Sunday, October 14, 2018

thoughts on "The Work of Art in the Age of Mechanical Reproduction"


This article about reproduction of art makes me think of sampling. The article is concerned about experiencing an artwork’s authenticity, or its “aura”. But the practice of sampling is concerned with finding something (old or taken out of context) and turning it into something new and different (and perhaps improving upon it). It can also pay homage to an original, which can in turn let a new generation learn about something they may not have been aware of. I think there is merit in the reproduction of sampling - if we’re going to reproduce art or music anyway, why not make it our own and alter it? There is no way to reproduce the aura of a live performance of a song, just like there no way to reproduce the aura of looking at a mountain.

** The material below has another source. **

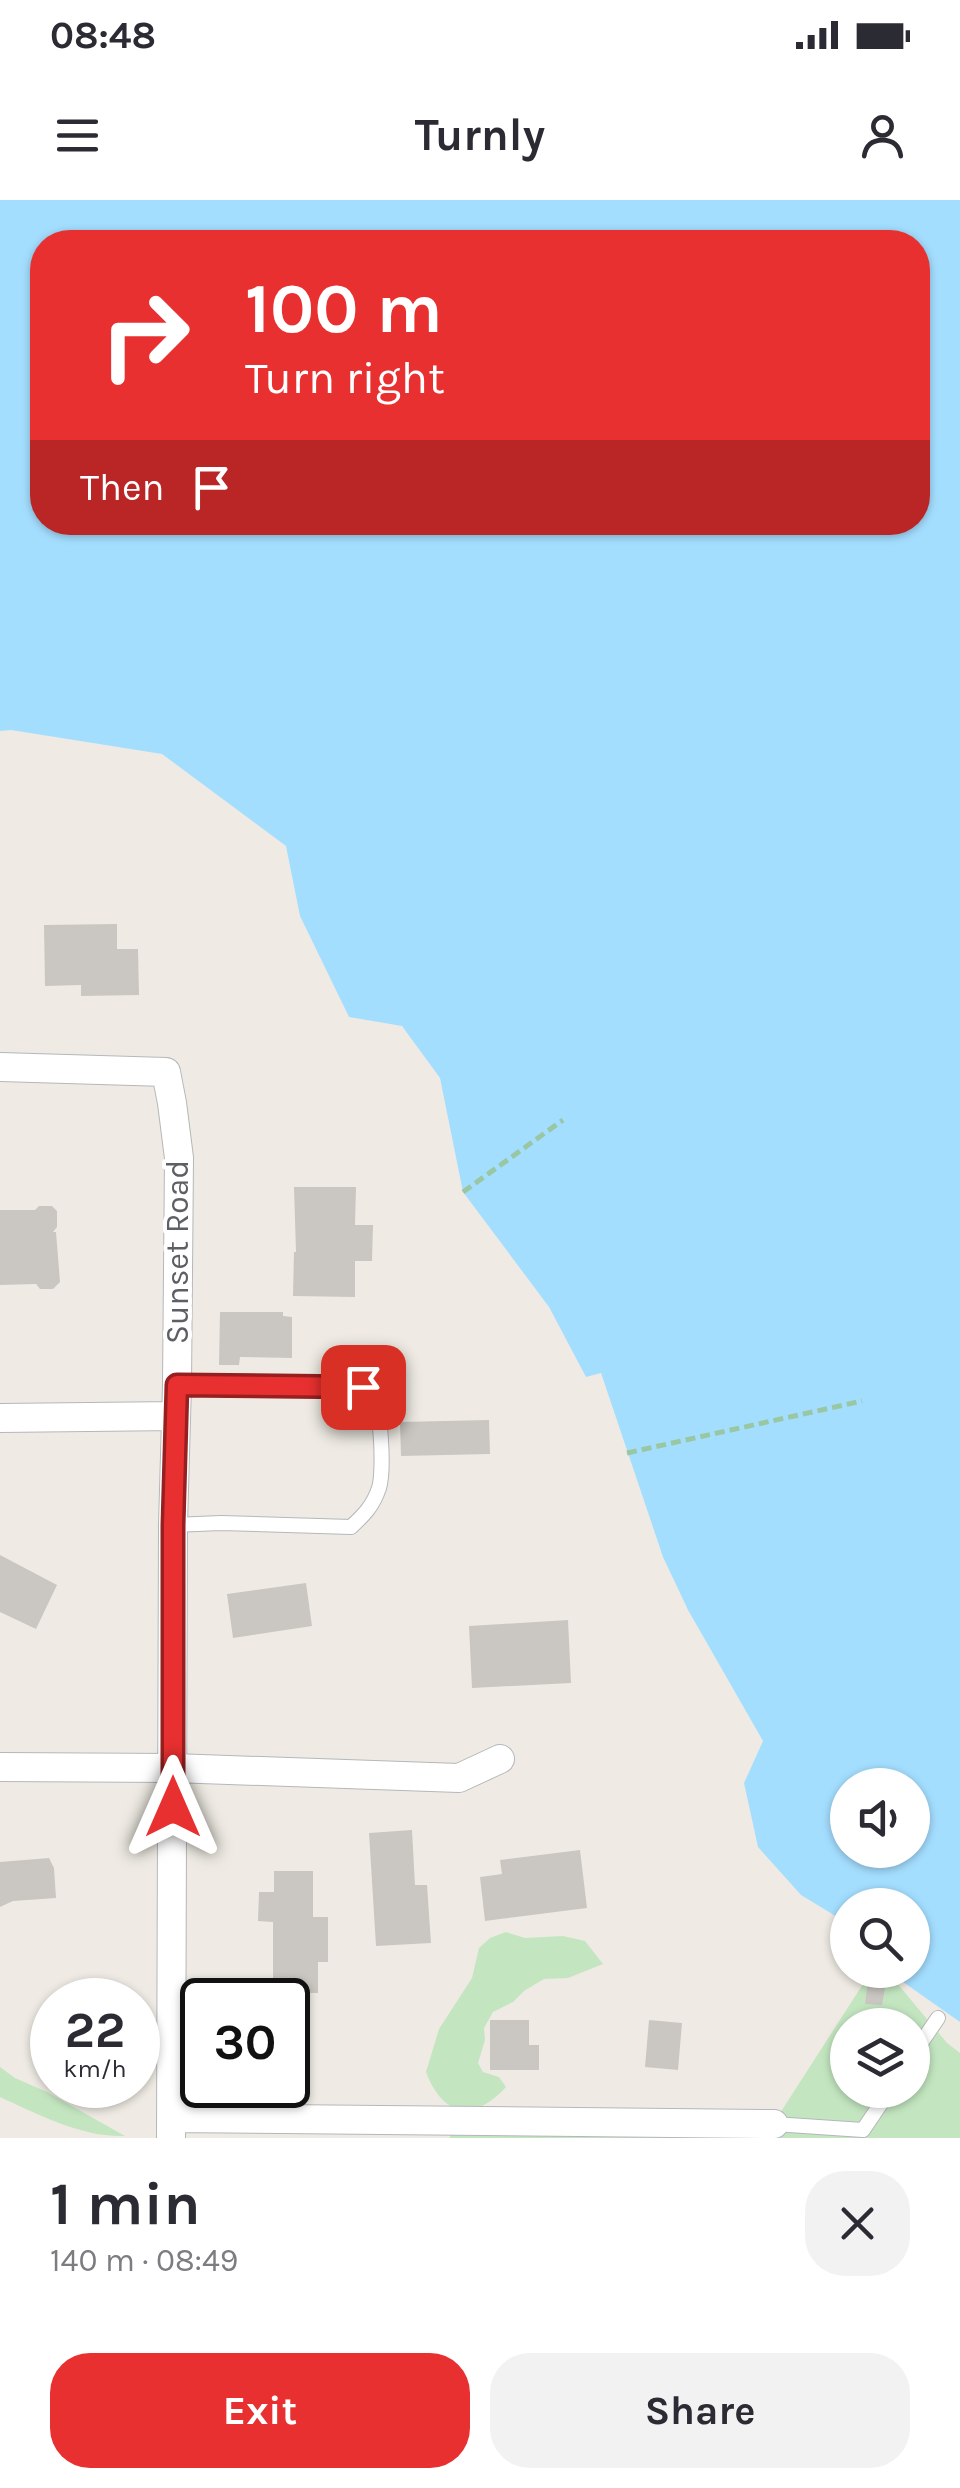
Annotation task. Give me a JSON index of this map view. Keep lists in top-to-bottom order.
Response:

Walter Benjamin seems to imply that things were better when we didn’t reproduce artwork for the masses, when we didn’t “destroy the aura” of great works by taking them out of context and ritual. What makes art so precious, especially over time? Can’t we create new, relevant auras? There might be some nostalgia at play here. His perspective seems to separate the “masses” from the artists. I think access to art and access to making art (even through reproduction) is freeing and a cornerstone of modern education. It’s messy, maybe. However, I believe authenticity and aura are still present whenever there is perspective and intention. Believe it or not, there is artistic perspective and intention on the internet!